● Work request:
Every line of the entries that holds the word "body" is to be copied.

(Stored data entries)
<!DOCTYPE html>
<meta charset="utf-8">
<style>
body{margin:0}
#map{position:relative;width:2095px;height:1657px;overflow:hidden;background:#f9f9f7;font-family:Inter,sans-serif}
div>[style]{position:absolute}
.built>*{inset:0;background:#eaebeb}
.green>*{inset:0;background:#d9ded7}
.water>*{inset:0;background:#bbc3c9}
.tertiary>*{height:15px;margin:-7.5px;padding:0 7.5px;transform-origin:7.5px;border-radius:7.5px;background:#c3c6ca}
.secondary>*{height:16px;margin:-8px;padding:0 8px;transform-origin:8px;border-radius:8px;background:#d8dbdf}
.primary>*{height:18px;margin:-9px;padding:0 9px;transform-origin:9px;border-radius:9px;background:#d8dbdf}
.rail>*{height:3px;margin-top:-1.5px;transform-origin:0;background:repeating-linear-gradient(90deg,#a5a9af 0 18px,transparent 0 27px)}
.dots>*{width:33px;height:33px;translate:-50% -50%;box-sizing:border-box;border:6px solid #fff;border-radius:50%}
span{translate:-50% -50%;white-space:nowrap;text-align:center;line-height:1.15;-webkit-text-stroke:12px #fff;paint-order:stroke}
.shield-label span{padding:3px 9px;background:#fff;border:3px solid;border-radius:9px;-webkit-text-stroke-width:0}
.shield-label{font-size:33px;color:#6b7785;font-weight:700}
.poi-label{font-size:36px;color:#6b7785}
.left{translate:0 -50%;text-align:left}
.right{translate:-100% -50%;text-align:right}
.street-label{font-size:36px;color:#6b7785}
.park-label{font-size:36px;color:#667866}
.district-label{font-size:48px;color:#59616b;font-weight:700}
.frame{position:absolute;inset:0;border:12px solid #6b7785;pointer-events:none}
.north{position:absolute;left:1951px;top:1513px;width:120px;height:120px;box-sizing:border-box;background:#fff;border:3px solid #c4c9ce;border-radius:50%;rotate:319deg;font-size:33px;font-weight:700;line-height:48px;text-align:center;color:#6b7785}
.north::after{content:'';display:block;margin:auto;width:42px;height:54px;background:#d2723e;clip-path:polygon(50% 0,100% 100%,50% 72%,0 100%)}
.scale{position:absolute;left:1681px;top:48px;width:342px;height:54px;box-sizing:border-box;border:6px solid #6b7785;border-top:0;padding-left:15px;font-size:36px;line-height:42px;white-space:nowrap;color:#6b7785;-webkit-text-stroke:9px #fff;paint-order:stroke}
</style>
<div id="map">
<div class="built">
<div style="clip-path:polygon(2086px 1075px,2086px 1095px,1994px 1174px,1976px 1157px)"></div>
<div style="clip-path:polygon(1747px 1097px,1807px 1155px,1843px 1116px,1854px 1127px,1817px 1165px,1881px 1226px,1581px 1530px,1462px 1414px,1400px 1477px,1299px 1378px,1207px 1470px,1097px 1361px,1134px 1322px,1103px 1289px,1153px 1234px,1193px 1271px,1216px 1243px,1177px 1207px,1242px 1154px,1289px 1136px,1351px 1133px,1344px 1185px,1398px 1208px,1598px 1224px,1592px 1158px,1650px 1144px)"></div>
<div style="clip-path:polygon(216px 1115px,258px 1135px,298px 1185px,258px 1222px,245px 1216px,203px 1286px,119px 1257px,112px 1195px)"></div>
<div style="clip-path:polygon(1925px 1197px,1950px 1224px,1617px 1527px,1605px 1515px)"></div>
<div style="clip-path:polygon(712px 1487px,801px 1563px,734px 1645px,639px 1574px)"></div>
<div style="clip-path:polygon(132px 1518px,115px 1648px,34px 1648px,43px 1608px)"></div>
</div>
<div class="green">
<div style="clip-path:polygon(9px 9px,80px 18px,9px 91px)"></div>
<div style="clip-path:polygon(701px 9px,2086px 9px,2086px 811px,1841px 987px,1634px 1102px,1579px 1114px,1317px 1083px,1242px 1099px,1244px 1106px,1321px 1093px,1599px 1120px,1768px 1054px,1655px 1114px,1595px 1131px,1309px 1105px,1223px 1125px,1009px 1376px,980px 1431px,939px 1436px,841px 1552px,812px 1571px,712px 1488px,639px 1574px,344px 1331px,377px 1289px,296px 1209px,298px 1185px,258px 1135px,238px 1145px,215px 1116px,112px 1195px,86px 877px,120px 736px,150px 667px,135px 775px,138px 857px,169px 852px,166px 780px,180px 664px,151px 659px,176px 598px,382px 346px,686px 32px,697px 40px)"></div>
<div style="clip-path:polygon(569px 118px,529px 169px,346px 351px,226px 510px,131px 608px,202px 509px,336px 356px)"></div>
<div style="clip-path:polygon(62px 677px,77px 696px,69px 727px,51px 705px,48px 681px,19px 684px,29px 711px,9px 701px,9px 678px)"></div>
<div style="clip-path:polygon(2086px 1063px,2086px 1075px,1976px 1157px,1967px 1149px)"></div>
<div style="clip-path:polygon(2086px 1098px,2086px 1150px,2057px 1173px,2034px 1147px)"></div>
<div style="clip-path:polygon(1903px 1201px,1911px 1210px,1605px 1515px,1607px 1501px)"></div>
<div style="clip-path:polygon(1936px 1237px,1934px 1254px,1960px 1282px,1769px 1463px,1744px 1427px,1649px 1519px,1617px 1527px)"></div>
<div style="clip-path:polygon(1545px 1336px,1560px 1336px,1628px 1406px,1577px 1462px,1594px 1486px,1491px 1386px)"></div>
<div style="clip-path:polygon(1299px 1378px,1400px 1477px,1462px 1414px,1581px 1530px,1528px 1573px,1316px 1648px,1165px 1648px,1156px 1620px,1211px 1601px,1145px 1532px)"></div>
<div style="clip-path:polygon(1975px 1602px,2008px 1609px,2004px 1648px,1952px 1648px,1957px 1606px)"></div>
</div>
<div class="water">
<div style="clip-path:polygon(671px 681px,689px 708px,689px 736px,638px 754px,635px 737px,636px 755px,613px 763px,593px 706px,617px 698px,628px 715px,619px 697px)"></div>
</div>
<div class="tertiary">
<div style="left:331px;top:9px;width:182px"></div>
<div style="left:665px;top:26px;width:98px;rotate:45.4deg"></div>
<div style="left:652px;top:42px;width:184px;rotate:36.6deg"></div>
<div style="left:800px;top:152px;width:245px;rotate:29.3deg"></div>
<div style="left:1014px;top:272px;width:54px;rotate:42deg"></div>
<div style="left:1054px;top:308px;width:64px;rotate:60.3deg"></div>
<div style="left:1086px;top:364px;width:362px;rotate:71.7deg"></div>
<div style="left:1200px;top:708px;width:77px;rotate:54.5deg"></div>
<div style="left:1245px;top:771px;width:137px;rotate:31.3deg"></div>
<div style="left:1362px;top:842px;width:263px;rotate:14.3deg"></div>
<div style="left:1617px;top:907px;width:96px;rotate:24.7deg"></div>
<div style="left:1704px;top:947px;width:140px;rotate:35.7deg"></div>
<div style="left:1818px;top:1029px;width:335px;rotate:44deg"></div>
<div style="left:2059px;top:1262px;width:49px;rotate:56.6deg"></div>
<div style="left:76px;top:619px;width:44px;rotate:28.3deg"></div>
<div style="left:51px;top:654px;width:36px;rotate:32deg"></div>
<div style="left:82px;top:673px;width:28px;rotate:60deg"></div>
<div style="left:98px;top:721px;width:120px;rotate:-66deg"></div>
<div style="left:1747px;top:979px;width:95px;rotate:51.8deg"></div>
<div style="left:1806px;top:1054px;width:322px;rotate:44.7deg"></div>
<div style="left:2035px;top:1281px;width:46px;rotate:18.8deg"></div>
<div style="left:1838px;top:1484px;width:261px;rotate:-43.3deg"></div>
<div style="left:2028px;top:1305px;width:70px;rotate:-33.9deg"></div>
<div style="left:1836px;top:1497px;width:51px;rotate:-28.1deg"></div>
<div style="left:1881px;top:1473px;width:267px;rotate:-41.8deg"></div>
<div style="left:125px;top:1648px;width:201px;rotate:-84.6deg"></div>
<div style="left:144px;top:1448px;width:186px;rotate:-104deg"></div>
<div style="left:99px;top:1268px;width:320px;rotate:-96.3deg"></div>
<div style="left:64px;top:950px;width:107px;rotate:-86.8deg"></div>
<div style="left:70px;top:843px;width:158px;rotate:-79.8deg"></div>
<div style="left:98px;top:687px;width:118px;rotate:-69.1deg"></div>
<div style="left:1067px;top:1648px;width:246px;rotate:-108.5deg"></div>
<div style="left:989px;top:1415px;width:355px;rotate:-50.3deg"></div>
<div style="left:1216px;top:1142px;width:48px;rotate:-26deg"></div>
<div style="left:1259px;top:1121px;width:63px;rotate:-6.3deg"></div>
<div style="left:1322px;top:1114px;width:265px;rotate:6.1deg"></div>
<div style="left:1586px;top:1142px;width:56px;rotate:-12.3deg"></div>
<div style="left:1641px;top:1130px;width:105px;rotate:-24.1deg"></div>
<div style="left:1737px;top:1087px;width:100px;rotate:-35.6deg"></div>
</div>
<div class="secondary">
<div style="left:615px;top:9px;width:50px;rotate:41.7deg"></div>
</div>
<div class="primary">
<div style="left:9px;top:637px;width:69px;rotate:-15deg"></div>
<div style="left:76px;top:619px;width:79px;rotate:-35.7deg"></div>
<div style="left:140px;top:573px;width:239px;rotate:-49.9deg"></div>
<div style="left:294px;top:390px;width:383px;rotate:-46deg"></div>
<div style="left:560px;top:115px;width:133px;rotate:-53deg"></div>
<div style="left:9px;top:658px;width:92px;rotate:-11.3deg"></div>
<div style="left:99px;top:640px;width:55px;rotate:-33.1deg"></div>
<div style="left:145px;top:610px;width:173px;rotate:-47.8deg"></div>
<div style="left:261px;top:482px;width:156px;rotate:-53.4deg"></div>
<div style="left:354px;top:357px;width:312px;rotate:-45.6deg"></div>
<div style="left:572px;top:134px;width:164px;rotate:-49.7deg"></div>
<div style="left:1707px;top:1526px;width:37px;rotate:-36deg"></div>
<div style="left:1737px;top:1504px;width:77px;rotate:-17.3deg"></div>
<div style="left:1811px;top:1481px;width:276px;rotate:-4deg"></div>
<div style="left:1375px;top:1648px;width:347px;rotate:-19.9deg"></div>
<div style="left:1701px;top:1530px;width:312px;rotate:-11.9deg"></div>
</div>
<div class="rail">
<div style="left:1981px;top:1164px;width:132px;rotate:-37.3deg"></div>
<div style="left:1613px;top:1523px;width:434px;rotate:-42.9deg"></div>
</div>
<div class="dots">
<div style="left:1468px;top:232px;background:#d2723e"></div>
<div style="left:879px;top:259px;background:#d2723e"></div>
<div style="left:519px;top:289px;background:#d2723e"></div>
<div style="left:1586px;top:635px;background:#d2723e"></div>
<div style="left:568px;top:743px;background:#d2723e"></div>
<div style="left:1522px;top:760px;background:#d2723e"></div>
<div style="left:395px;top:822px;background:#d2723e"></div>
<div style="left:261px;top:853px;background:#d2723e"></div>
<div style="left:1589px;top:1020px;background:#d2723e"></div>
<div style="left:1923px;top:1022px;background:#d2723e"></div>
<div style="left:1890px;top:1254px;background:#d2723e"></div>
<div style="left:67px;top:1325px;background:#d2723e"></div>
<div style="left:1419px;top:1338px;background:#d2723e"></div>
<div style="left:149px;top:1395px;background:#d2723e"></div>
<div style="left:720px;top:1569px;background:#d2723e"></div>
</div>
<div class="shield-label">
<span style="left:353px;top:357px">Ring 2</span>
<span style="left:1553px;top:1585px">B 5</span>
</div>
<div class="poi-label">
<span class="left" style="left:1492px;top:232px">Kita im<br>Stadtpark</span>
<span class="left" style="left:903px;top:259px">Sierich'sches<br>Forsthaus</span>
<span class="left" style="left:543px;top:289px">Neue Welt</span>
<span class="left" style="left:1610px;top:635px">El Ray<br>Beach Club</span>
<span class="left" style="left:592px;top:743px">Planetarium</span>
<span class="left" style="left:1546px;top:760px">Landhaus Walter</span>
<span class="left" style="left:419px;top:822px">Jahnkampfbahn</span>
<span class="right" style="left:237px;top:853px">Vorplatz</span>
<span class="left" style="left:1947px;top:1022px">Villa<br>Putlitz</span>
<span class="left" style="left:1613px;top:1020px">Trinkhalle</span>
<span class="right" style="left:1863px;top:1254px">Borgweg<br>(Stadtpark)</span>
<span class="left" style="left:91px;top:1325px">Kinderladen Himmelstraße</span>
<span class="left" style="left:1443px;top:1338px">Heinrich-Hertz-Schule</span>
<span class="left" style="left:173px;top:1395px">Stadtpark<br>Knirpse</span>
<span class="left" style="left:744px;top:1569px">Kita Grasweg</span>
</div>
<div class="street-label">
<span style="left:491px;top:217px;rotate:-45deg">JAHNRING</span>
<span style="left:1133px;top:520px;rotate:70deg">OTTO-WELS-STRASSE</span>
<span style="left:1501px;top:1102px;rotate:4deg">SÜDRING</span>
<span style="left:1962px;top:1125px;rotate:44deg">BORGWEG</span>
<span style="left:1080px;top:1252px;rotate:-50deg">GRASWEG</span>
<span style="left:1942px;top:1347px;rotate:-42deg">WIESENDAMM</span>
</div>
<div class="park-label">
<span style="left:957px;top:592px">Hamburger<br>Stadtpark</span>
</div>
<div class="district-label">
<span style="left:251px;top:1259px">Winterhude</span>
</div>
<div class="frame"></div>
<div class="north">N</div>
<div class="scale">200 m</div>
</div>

---

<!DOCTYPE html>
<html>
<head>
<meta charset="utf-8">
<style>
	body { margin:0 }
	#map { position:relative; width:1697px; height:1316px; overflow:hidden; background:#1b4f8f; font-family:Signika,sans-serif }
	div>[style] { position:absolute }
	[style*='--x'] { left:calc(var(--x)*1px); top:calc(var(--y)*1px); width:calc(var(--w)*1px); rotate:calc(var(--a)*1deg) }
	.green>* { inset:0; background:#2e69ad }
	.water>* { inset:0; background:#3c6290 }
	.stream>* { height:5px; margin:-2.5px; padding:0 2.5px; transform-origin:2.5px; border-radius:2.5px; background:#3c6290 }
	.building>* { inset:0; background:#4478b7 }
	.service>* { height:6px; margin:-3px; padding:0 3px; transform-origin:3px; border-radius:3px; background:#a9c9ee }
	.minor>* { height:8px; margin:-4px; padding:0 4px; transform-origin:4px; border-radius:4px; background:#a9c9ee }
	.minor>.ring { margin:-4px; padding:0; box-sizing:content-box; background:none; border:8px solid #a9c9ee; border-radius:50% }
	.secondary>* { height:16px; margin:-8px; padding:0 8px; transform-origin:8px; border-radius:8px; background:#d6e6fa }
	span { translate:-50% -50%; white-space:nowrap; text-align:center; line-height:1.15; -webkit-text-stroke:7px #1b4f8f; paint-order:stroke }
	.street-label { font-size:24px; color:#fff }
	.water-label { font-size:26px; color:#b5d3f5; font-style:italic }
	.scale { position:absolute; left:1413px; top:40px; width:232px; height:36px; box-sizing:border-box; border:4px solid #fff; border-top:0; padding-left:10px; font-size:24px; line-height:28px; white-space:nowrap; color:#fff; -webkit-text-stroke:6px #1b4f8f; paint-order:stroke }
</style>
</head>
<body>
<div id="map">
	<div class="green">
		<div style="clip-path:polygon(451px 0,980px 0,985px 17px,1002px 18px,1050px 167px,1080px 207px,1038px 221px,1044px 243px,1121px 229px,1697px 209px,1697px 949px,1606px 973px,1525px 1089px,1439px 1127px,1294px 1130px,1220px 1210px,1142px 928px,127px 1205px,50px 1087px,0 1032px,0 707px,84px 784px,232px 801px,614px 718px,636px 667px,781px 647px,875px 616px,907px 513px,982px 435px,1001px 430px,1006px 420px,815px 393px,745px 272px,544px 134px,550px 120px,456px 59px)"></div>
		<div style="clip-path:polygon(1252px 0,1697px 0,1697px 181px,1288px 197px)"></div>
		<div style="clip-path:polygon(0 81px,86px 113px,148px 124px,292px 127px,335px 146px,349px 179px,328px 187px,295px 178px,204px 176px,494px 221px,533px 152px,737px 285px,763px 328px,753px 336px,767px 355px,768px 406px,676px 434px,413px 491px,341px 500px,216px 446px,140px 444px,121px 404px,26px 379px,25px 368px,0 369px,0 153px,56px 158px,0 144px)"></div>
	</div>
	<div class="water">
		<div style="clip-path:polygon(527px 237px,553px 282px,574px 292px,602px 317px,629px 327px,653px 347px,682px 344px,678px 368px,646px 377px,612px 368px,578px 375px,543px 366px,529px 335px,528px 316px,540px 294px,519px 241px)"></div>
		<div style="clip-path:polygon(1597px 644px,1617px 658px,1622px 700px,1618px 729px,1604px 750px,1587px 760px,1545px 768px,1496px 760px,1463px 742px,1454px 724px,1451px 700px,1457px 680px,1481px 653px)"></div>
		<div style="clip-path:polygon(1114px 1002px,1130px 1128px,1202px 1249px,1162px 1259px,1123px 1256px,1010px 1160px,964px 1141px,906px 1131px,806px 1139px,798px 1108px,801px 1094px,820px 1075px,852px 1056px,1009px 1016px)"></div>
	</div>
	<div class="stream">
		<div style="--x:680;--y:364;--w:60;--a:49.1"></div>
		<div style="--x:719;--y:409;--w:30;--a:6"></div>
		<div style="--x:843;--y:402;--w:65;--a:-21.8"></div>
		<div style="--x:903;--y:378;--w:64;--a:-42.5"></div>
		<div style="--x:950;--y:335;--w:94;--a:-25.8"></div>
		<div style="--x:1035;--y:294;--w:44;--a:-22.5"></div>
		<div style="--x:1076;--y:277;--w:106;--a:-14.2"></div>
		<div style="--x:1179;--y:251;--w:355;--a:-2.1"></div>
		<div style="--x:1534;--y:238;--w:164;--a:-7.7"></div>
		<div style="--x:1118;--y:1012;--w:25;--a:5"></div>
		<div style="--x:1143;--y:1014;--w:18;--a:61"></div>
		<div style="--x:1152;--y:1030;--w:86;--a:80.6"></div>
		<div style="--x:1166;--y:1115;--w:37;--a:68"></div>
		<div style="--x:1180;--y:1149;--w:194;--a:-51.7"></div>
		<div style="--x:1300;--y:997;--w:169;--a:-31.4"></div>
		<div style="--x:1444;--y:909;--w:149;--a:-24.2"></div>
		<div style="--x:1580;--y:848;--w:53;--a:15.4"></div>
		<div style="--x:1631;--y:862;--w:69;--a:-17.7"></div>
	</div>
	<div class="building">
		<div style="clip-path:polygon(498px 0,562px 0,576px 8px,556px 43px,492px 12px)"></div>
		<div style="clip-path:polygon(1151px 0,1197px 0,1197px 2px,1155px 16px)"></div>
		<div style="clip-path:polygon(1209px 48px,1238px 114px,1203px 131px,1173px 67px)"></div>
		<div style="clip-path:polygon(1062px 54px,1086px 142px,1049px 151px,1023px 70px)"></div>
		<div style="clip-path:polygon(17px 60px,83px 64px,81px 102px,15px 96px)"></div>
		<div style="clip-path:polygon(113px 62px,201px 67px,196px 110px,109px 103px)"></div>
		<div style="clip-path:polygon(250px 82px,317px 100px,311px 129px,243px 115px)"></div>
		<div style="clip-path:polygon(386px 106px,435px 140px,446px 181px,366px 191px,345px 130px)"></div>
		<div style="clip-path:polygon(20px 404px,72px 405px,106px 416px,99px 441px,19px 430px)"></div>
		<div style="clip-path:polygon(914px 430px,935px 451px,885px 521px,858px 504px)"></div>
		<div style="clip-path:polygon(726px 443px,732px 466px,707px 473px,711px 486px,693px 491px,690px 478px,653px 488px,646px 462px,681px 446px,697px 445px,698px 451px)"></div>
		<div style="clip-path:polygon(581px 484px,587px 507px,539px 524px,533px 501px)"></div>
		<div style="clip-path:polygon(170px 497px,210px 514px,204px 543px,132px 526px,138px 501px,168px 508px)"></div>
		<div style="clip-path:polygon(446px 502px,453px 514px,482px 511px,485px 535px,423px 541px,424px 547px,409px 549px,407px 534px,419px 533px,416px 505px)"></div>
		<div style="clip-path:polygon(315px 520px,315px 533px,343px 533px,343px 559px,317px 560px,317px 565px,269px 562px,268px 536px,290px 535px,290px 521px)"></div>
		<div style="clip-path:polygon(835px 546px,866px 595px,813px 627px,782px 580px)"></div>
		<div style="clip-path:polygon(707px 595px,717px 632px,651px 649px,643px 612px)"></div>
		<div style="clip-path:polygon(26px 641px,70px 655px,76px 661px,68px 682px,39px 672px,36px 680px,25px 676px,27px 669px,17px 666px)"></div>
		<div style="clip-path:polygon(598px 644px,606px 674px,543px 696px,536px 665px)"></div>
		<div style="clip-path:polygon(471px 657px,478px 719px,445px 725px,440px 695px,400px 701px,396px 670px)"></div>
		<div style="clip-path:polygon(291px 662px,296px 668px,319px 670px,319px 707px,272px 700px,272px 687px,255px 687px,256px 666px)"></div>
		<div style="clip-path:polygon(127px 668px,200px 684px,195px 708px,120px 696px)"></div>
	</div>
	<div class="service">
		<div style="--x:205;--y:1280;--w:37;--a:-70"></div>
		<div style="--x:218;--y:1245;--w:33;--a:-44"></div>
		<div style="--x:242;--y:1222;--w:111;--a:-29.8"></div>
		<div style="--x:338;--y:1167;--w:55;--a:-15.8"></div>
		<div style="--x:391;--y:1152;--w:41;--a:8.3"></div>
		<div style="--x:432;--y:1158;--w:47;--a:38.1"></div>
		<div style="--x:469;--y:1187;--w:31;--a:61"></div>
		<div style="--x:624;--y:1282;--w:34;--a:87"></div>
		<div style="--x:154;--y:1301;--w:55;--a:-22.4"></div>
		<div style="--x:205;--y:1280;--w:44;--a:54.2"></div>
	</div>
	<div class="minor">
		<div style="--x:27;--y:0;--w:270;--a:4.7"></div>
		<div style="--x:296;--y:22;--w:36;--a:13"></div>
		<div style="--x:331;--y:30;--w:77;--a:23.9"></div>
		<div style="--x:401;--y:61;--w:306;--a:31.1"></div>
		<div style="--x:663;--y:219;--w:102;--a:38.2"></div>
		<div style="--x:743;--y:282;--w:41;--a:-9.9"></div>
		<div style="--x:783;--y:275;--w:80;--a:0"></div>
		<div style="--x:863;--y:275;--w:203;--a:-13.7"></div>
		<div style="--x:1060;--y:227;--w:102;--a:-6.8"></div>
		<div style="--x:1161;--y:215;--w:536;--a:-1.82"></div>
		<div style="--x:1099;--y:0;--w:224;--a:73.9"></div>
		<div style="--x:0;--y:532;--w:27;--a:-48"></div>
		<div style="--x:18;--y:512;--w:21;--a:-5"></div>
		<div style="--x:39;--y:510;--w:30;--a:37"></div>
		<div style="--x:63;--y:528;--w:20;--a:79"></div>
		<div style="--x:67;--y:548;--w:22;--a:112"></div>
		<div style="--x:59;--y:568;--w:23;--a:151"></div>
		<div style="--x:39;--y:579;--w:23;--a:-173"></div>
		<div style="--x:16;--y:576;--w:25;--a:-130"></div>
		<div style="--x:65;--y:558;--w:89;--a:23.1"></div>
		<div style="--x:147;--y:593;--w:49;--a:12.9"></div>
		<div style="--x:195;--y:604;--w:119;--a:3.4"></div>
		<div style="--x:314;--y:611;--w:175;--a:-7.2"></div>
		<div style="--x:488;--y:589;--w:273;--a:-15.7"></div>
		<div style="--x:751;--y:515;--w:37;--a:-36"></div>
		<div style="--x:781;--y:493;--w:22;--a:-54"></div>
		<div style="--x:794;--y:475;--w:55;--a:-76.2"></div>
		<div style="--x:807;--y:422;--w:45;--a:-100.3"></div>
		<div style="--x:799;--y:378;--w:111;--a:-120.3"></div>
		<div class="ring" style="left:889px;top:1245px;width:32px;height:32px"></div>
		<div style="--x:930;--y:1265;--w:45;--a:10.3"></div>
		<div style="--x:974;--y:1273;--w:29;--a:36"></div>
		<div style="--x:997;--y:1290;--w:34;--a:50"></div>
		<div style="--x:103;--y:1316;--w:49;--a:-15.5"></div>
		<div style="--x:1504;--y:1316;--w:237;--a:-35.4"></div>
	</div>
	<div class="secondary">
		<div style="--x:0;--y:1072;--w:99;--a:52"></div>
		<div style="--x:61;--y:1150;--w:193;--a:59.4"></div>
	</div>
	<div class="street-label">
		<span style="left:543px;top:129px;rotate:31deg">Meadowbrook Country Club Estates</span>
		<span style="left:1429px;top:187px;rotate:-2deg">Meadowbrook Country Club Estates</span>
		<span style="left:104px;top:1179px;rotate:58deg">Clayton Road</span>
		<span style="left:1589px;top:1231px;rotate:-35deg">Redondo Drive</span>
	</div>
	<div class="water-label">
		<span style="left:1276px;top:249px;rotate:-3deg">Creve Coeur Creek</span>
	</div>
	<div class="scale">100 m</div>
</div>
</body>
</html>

● Result below:
body{margin:0}
	body { margin:0 }
<body>
</body>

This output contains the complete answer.